Sunday, December 8, 2013

Advanced Analysis of Modbus Traffic

It can be said that a proper network trace (from, say, Wireshark or TCPDump) probably has the answer to the network problem we are facing.  Of course this is not always true, but at the very least it more than likely cuts the problem in half.  With proper understanding of the network protocol, we can usually figure which end is not living up to its requirement.

By way of example, let's have a look at a trace with the following features, as captured from a mirror port at the logical 'master' end, also known as the ModbusTCP client.

The stats are (from Statistics->Summary option in Wireshark):


So we have more than quarter of a million packets, taken over 11 minutes.  95% of them are ModbusTCP packets, so for an analysis of timing, we have quite a ways to go if we want to determine the response time of every query, as well as the time between queries.  This could take quite some time - but is possible by hand.  As an example, to find the response time for a specific query, I will filter in Wireshark by 'Follow TCP stream' as the default display has the packets in chronological order, but I need to find a particular query and it's matching response.  The default view:


We can see many IPs in the source and destination fields, but since we want a particular query and response which would come from the same IP address pair, and most often from the same TCP connection, I can right click on a frame in the window and select follow TCP stream:


 Once we follow the TCP stream, we see only packets for this TCP connection (this is IPaddress,Port <-> IPaddress,Port pair).  For this case we have


Now, in general, the queries and responses are directly related and we can use Wireshark to find some timing information for us.  Choosing a query - recall this is just a sample - I select frame 39 and right click to select Set Time Reference:


Doing this, we can directly find the response time and have Wireshark calculate it for us:


We can see here (helped by the fact that Transaction ID is in use, though this is optional per the ModbusTCP spec so it could always be zero) that the Modbus Response came out 0.038635sec after the query.  This would be the response time, and is then about 39ms.  Great - for sure, Wireshark gave us useful information.  But here's the catch.  I want to use the timings to see the big picture.  We have 150200 total Modbus transactions (a transaction being a query/response pair, which provides for a single response time measurement) across many different hosts (recall we saw different IP addresses in use before filtering to a single TCP connection).

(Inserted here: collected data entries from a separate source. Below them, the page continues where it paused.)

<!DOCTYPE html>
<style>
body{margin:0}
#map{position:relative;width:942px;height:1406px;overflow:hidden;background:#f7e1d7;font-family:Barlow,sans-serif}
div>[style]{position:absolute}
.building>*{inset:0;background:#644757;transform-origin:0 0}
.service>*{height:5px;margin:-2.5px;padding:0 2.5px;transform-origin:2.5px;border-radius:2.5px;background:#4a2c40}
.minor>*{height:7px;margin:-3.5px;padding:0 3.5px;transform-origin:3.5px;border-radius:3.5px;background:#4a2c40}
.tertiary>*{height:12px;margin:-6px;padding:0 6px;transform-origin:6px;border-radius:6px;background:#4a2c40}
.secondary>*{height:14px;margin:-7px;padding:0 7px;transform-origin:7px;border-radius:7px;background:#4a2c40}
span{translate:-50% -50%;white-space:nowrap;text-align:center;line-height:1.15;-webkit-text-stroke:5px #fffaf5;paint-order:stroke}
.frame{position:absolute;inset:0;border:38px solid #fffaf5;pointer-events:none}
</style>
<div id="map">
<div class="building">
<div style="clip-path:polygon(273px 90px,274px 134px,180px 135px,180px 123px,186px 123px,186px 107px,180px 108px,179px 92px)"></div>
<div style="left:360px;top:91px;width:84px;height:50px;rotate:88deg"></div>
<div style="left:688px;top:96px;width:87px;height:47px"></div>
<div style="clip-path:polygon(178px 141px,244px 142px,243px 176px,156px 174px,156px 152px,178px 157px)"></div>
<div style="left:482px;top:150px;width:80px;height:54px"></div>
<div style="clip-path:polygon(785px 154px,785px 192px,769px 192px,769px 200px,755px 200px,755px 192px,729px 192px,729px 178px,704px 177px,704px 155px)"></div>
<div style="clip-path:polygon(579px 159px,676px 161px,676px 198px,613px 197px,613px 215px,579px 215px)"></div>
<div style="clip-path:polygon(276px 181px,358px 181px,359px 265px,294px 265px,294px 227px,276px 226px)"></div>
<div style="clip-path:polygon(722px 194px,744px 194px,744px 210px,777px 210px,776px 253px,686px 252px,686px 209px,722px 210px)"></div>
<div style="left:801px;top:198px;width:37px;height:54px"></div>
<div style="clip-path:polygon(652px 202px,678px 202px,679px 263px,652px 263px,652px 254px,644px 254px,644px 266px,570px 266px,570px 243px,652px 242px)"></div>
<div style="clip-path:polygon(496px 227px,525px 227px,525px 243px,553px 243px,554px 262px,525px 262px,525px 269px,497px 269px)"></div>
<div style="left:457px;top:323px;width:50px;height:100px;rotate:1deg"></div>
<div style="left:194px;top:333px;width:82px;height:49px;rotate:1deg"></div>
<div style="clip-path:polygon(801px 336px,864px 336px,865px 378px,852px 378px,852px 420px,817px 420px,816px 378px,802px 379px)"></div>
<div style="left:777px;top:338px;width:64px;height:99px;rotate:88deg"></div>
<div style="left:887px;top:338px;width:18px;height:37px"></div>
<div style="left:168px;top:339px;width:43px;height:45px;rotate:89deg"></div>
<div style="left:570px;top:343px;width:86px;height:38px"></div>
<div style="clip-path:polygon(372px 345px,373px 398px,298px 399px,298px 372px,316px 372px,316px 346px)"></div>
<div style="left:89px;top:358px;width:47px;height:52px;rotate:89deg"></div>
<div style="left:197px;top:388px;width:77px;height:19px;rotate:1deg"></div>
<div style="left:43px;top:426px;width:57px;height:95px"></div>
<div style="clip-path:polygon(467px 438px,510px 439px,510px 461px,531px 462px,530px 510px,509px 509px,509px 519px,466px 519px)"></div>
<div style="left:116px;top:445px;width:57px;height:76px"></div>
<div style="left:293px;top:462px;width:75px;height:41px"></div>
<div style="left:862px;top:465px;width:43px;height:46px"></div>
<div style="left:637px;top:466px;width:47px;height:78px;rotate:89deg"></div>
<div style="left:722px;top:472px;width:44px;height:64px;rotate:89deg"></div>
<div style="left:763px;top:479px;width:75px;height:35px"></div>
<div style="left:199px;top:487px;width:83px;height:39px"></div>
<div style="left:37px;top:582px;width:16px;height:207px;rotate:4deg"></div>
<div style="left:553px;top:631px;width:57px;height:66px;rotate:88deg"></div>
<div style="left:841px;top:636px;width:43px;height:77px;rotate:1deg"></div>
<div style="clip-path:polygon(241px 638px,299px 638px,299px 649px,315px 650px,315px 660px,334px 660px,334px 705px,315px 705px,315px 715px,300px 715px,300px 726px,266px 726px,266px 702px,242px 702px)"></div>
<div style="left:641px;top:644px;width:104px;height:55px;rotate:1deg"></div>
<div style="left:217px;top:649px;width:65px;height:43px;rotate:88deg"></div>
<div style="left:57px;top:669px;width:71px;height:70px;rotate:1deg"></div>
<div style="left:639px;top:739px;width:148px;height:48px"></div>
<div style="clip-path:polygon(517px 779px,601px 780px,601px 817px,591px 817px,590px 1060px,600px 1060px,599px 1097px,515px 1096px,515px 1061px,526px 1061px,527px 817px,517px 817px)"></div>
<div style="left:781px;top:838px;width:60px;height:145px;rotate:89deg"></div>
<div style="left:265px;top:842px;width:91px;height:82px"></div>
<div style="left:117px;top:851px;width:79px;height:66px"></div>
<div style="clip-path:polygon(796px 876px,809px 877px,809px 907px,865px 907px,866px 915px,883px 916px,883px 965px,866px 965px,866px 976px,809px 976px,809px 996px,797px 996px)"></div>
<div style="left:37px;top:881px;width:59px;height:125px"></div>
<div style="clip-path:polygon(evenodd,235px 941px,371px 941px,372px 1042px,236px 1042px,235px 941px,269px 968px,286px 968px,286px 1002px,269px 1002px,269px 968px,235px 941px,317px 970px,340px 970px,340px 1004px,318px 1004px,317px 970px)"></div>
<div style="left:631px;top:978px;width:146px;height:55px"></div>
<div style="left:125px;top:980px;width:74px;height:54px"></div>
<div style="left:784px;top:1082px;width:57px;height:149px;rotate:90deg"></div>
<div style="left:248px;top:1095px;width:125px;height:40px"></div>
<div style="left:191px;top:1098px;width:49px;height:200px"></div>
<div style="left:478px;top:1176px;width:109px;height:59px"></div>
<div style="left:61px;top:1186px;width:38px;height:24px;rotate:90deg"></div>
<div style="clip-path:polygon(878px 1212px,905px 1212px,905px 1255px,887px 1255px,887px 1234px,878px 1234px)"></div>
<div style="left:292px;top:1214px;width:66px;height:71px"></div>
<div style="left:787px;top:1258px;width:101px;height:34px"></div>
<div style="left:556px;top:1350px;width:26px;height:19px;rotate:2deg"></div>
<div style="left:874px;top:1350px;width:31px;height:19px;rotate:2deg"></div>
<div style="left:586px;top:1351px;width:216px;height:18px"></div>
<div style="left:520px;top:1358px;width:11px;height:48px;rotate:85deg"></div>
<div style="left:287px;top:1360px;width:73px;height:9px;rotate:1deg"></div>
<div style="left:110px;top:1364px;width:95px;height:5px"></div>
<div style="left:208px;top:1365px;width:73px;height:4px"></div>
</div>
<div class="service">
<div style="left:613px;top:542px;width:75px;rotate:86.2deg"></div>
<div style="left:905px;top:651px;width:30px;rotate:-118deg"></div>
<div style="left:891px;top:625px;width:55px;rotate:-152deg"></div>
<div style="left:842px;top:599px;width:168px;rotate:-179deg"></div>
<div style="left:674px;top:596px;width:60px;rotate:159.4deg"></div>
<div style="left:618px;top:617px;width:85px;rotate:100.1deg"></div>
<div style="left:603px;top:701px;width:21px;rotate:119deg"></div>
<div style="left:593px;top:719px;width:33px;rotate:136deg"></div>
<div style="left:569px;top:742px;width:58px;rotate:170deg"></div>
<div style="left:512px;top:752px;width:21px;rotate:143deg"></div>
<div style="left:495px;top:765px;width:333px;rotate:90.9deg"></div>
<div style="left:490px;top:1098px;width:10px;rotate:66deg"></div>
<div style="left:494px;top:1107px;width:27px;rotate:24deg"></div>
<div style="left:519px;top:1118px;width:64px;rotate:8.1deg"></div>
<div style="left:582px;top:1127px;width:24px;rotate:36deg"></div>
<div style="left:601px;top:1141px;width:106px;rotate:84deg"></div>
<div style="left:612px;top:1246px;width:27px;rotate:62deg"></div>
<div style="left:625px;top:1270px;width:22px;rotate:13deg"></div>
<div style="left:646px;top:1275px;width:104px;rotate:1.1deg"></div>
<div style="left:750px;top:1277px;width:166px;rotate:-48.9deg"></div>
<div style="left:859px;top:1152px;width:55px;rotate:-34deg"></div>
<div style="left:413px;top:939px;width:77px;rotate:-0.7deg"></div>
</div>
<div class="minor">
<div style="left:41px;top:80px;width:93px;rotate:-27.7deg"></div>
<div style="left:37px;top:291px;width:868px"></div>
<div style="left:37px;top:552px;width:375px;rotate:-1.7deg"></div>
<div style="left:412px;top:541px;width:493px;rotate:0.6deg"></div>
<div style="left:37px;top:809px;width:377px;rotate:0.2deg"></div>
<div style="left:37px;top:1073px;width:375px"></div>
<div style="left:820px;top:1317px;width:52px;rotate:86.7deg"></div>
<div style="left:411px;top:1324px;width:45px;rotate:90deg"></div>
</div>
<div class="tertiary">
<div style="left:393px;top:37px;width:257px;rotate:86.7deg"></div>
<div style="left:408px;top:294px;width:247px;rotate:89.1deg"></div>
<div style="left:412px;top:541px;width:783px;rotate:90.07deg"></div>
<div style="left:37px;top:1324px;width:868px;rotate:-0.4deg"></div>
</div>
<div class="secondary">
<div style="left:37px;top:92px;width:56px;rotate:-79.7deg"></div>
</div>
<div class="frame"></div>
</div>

The tool developed automates these calculations and provides for CSV file format output so that the results can be sent to nearly any graphing tool that can import CSV files (comma separated values).  Excel will work, but is not optimal.  A better tool is Minitab, which has great graphs for exploratory data analysis.  The idea is to get the big picture so we can compare what normal might look like for this network compared to what is happening when a problem is indicated.

The tool executes in perl and acts like a processor - it natively reads pcap files (as generated from libpcap, which is what Wireshark and TCPDump can use) and sorts the packets and does the calculations for us.  Note that newer versions of Wireshark use pcapng format, which is not the same - so if this is in use, open the file in Wireshark and save as pcap format.  Also note that the tool expects little endian format, as would be the case if used with Intel or other x86 format processors.  If you have a packet capture from an early MAC (before they went to Intel chips) or other big endian processors (such as SPARC on SUN, MIPS, etc) there be trouble due to endianess issue (these would be rare, but could happen).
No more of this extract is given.